É óbvio que esta é uma questão extremamente complicada, uma vez uma definição curta e consensual de edição crítica não é possível mesmo nos seus campos mais habituais, como a literatura ou, a origem, os estudos bíblicos. Por exemplo, a escolha do aparato crítico (notas de rodapé, notas finais, variações, manuscritos, notas contextualizadoras, glossários, etc.) pode ser discutível, ou a inclusão ou não de ensaios especializados ou uma longa introdução. O próprio texto original pode levar a dimensões diferentes, se se está a falar de um texto obscuro que precisa de uma grande contextualização (ex. Alan Dunn), ou de algo que teve tantas versões que precisa de uma navegação específica (a questão ne varietur, se se mergulha na crítica dita “genética”, se se presta atenção para com a transmediação, etc., ex. as versões de Tintin), ou até de algo que pensamos ser muito familiar mas precisa de um reenquadramento (quando existe uma história de recepção complicada, por exemplo, A Contract with God). Numa entrevista dada a Tom Spurgeon, Parille afirmou o seguinte: “Queríamos usar o termo ‘reader’ [antologia] e ‘edição crítica’ porque estas palavras significam alguma coisa junto a algumas pessoas. Mas porque elas não significam nada para outras, usámos o nosso subtítulo para explicar os conteúdos: este livro tem banda desenhada, mas também ensaios, entrevistas, e notas. Uma vez que este tipo de antologias é algo novo na banda desenhada/crítica de banda desenhada - a maior parte das antologias ou juntam materiais primários (banda desenhada) ou material secundário (ensaios, etc.) - tínhamos de ser explícitos. E uma vez que Ghost World é a obra mais conhecida de Clowes e ele está no The Reader, também aparece no título”. Por isso Parille optou por incluir excertos ou citações de entrevistas, ensaios anteriormente publicados ou novos para a colecção (com abordagens pessoais, históricas, técnicas, que mergulham na teoria literária, em interpretações psicanalíticas, etc.).

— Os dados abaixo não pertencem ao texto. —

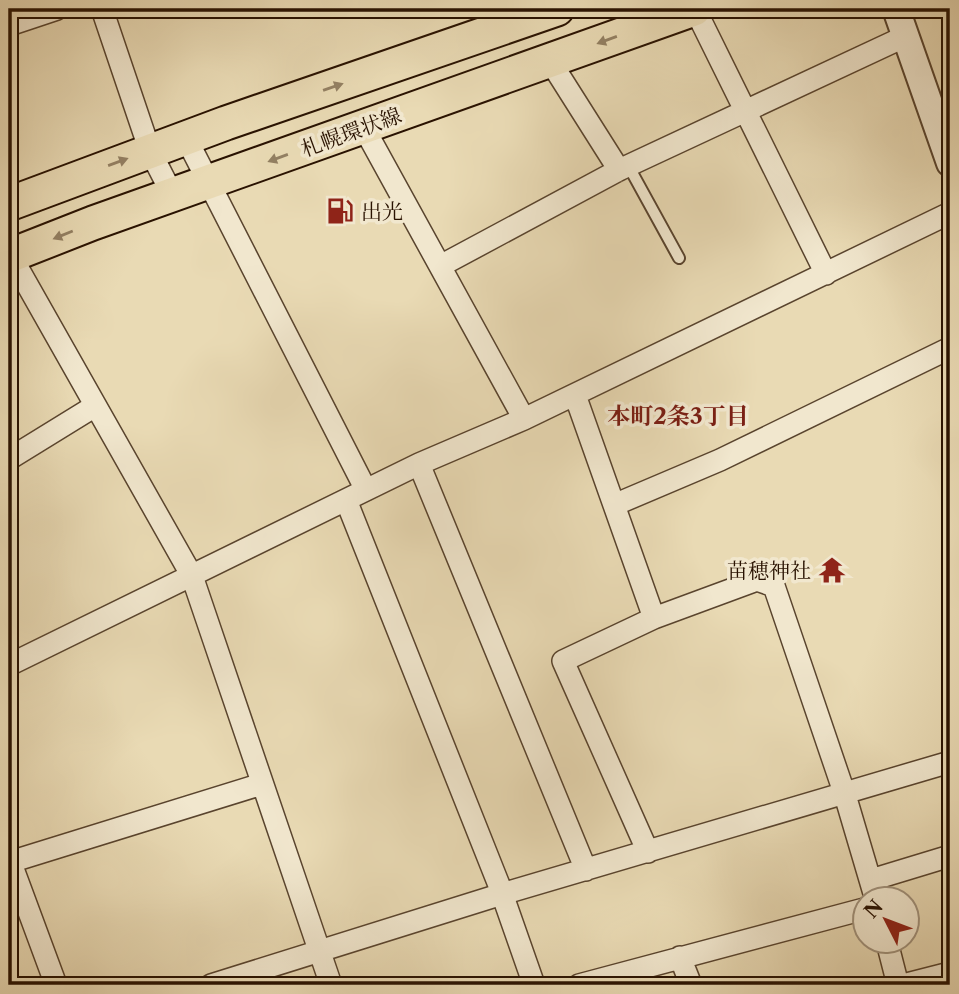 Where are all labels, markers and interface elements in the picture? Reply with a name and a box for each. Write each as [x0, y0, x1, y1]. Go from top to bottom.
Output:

Sendo Ken Parille autor de toda uma série de textos que revelam uma brilhante capacidade de análise, como já havíamos notado a propósito da sua participação em The Art of Daniel Clowes, Modern Cartoonist, de facto, não é apenas o seu trabalho de edição, revelando fontes, desdobrando referências relativamente obscuras, explicando citações internas, assinalando pistas autobiográficas meio-veladas de Clowes nas suas histórias (sem nunca abusar desse aspecto para a interpretação) que torna este volume numa excelente adição a essa compreensão, mas os seus gestos de close reading, ou deveríamos antes dizer “very” close reading, gestos esses supernos. De facto, como qualquer boa leitura interpretativa e argumentada de banda desenhada (ou de uma qualquer obra de arte), Parille obriga-nos não apenas a reler a obra, para notar mesmo as pistas que ele desvenda, como a reler sempre qualquer obra com o seu nível de atenção.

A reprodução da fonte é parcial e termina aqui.